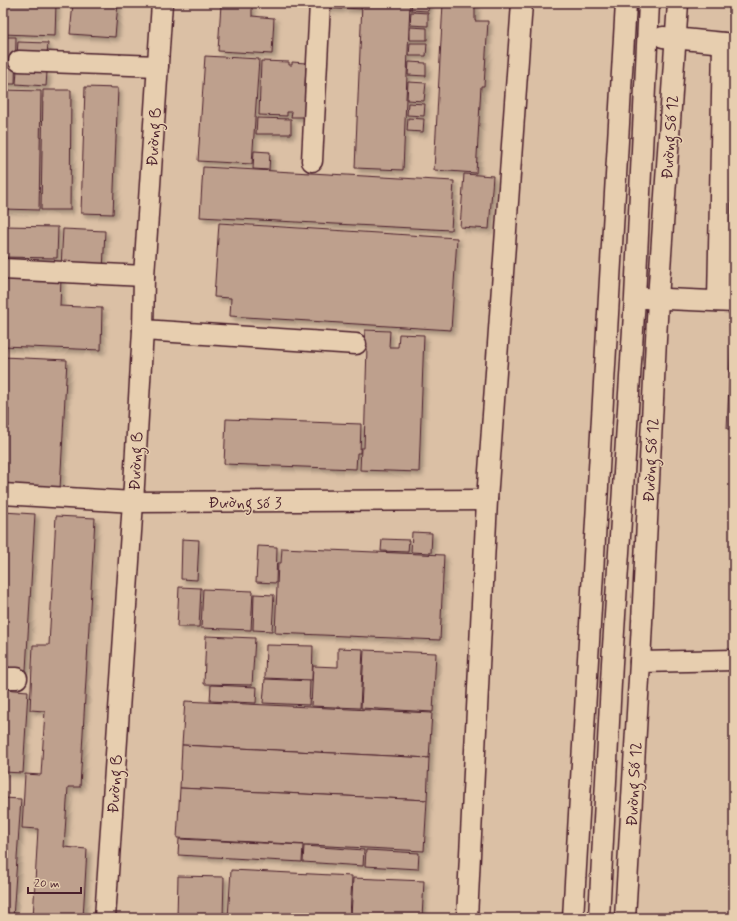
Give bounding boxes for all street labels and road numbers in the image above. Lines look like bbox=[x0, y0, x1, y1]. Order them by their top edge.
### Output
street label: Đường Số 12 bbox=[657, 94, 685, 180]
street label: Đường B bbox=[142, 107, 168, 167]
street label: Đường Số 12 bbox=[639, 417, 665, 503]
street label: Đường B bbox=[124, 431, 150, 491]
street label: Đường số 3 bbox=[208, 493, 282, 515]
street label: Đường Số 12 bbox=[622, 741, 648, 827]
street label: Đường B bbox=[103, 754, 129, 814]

What is required:
Every record above must be copied exactly; none of the pictures belong in the copy.

Result of this task:
Give bounding boxes for all street labels and road numbers in the image above. Lines look like bbox=[x0, y0, x1, y1]. Order them by their top edge.
### Output
street label: Đường Số 12 bbox=[657, 94, 685, 180]
street label: Đường B bbox=[142, 107, 168, 167]
street label: Đường Số 12 bbox=[639, 417, 665, 503]
street label: Đường B bbox=[124, 431, 150, 491]
street label: Đường số 3 bbox=[208, 493, 282, 515]
street label: Đường Số 12 bbox=[622, 741, 648, 827]
street label: Đường B bbox=[103, 754, 129, 814]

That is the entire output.